Oggi il gup del tribunale di Rimini, Benedetta Vitolo, con rito abbreviato (che prevede lo sconto di un terzo della pena), ha condannato a 8 anni di reclusione per tentato omicidio pluriaggravato in concorso Gaetano Antonini e a 5 anni e 4 mesi il figlio Francesco. Il sostituto procuratore Davide Ercolani, titolare dell’indagine, aveva chiesto per gli imputati pene più severe, rispettivamente a 12 e 8 anni, contestando anche l’aggravante dei futili motivi. Questa mattina il pm ha mostrato in aula, a titolo esplicativo, un coltello dalla lama di 10 centimetri simile a quello utilizzato da Gaetano Antonini al momento della brutale aggressione. Un fendente all’addome ritenuto potenzialmente mortale. Il 25enne magrebino deve la vita alla bravura dei medici dell’ospedale Bufalini di Cesena, che quella notte lo sottoposero a un delicato intervento chirurgico.
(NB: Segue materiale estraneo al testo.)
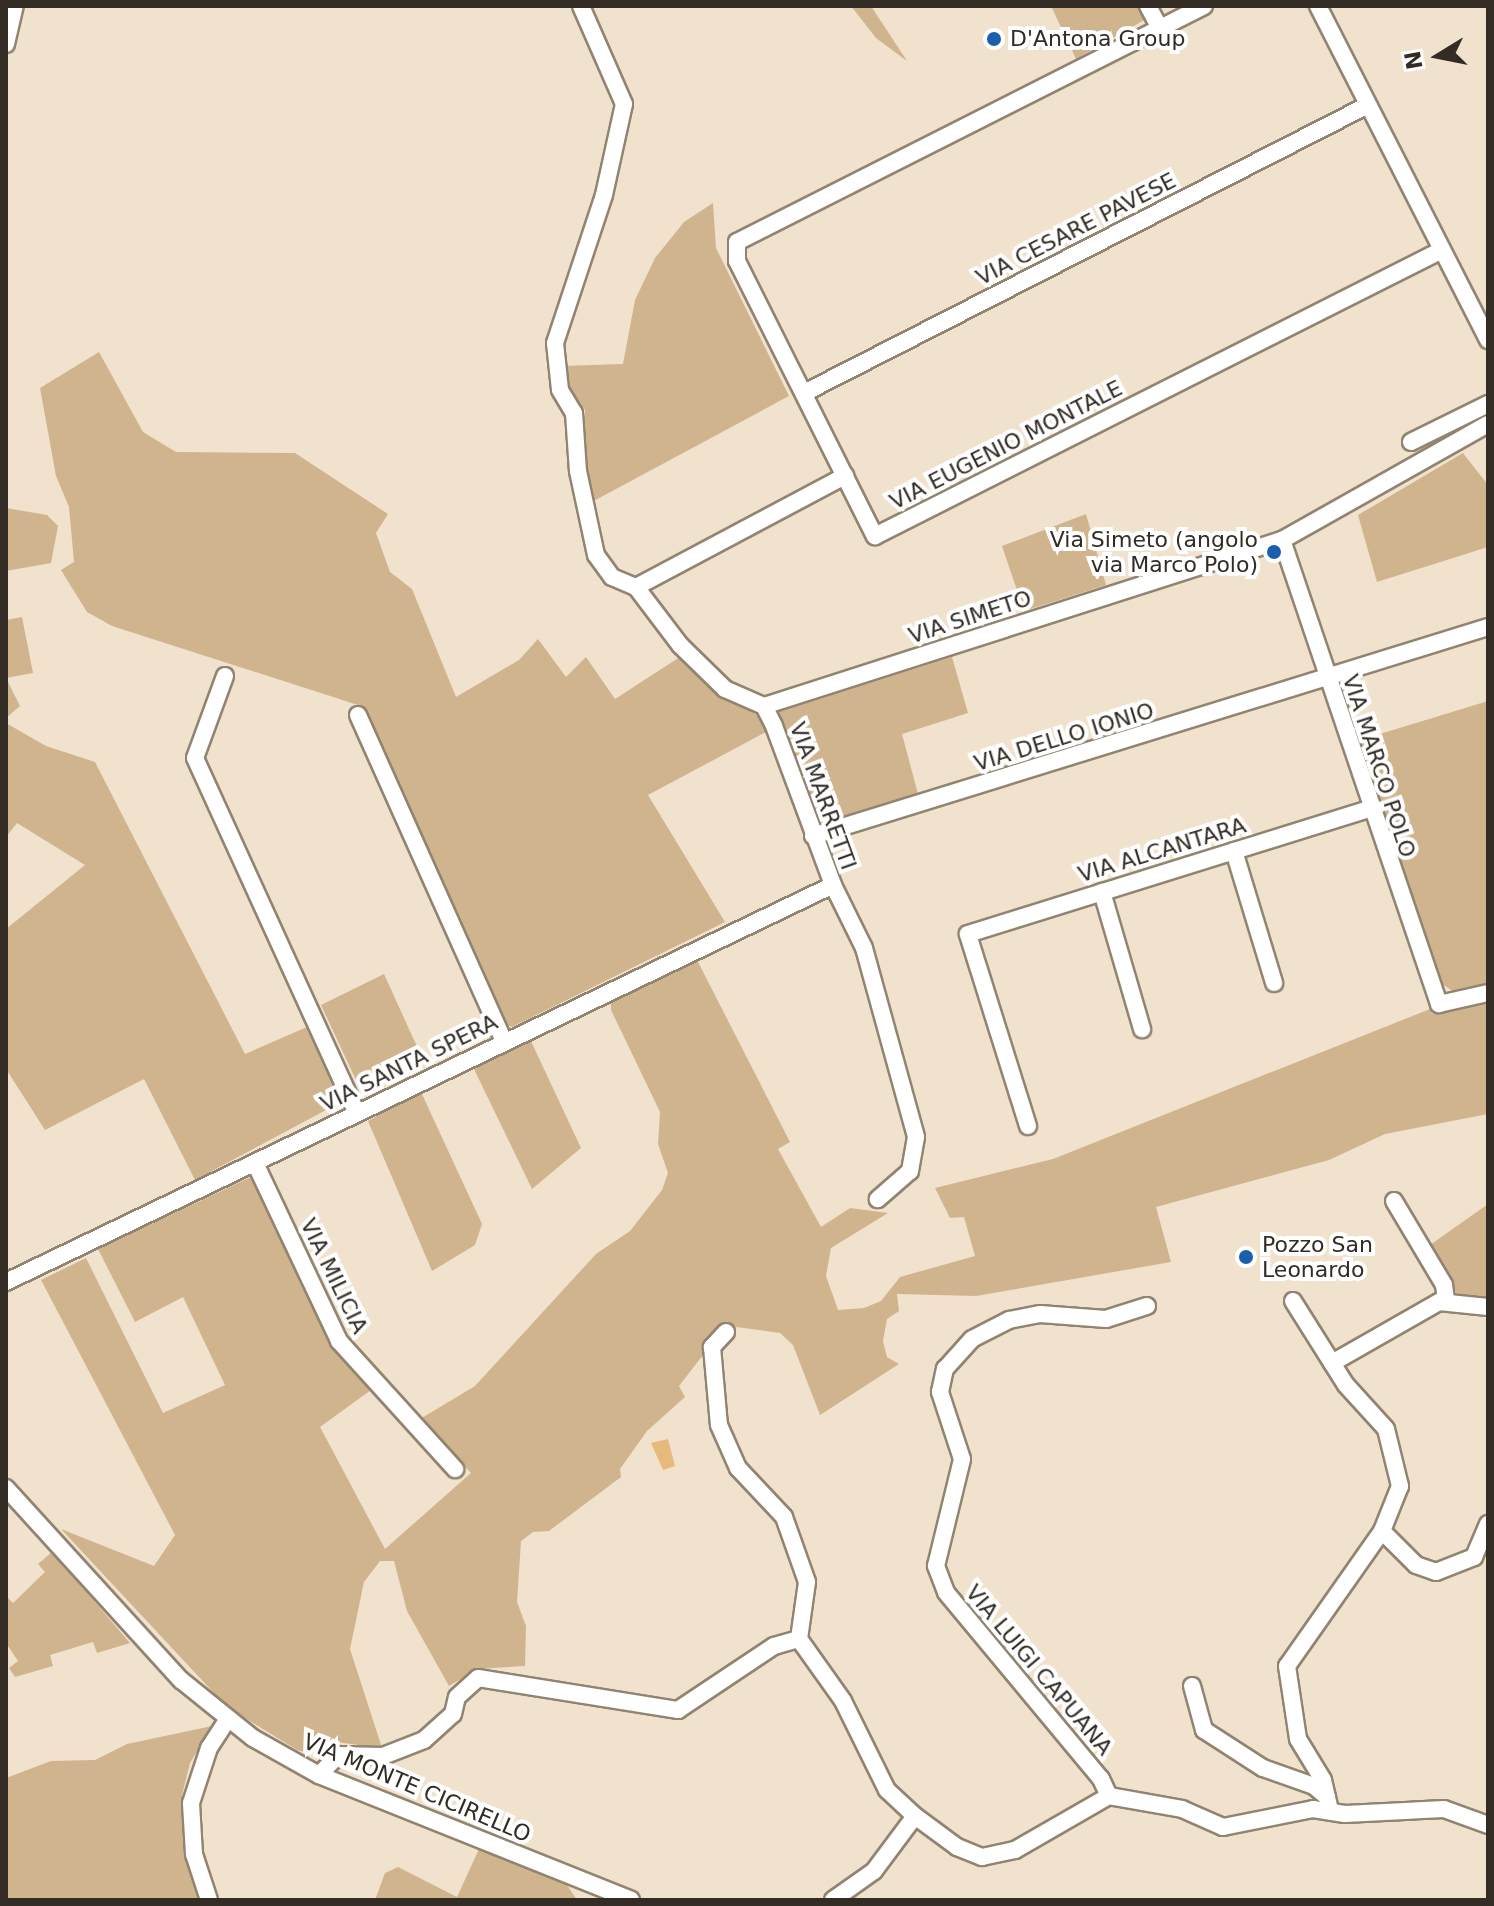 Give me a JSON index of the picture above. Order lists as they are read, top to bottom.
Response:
{
  "streets": {
    "street": [
      "VIA CESARE PAVESE",
      "VIA EUGENIO MONTALE",
      "VIA SIMETO",
      "VIA DELLO IONIO",
      "VIA MARCO POLO",
      "VIA MARRETTI",
      "VIA ALCANTARA",
      "VIA SANTA SPERA",
      "VIA MILICIA",
      "VIA LUIGI CAPUANA",
      "VIA MONTE CICIRELLO"
    ]
  },
  "crossings": [
    ["VIA CESARE PAVESE", "VIA EUGENIO MONTALE"],
    ["VIA SIMETO", "VIA MARCO POLO"],
    ["VIA SIMETO", "VIA MARRETTI"],
    ["VIA DELLO IONIO", "VIA MARCO POLO"],
    ["VIA DELLO IONIO", "VIA MARRETTI"],
    ["VIA MARCO POLO", "VIA ALCANTARA"],
    ["VIA MARRETTI", "VIA SANTA SPERA"],
    ["VIA SANTA SPERA", "VIA MILICIA"]
  ],
  "places": ["D'Antona Group", "Via Simeto (angolo via Marco Polo)", "Pozzo San Leonardo"],
  "north": "left"
}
Sarebbe stato un debito di droga il movente del tentato omicidio, secondo quanto ricostruito dai carabinieri della Compagnia di Riccione, che si occuparono delle indagini. Padre e figlio, originari pugliesi, di 47 e 23 anni, difesi dall’avvocato Massimiliano Orrù, sono stati incastrati dal racconto di alcuni testimoni oltre che dalle risultanze degli accertamenti tecnici effettuati su alcune tracce ematiche riconducibili all’aggressione, avvenuta in due fasi.
Gli Antonini hanno respinto fino all’ultimo la ricostruzione dell’accusa fornendo una loro versione dei fatti. Sarebbe stato il giovane magrebino ad essersi presentato sotto casa loro, ubriaco, per minacciarli e insultarli. Fu lui – hanno sostenuto padre e figlio – ad assumere per primo un atteggiamento aggressivo che li costrinse a difendersi. Il fendente, infatti, sarebbe stato scagliato al culmine della colluttazione come estremo tentativo di difesa.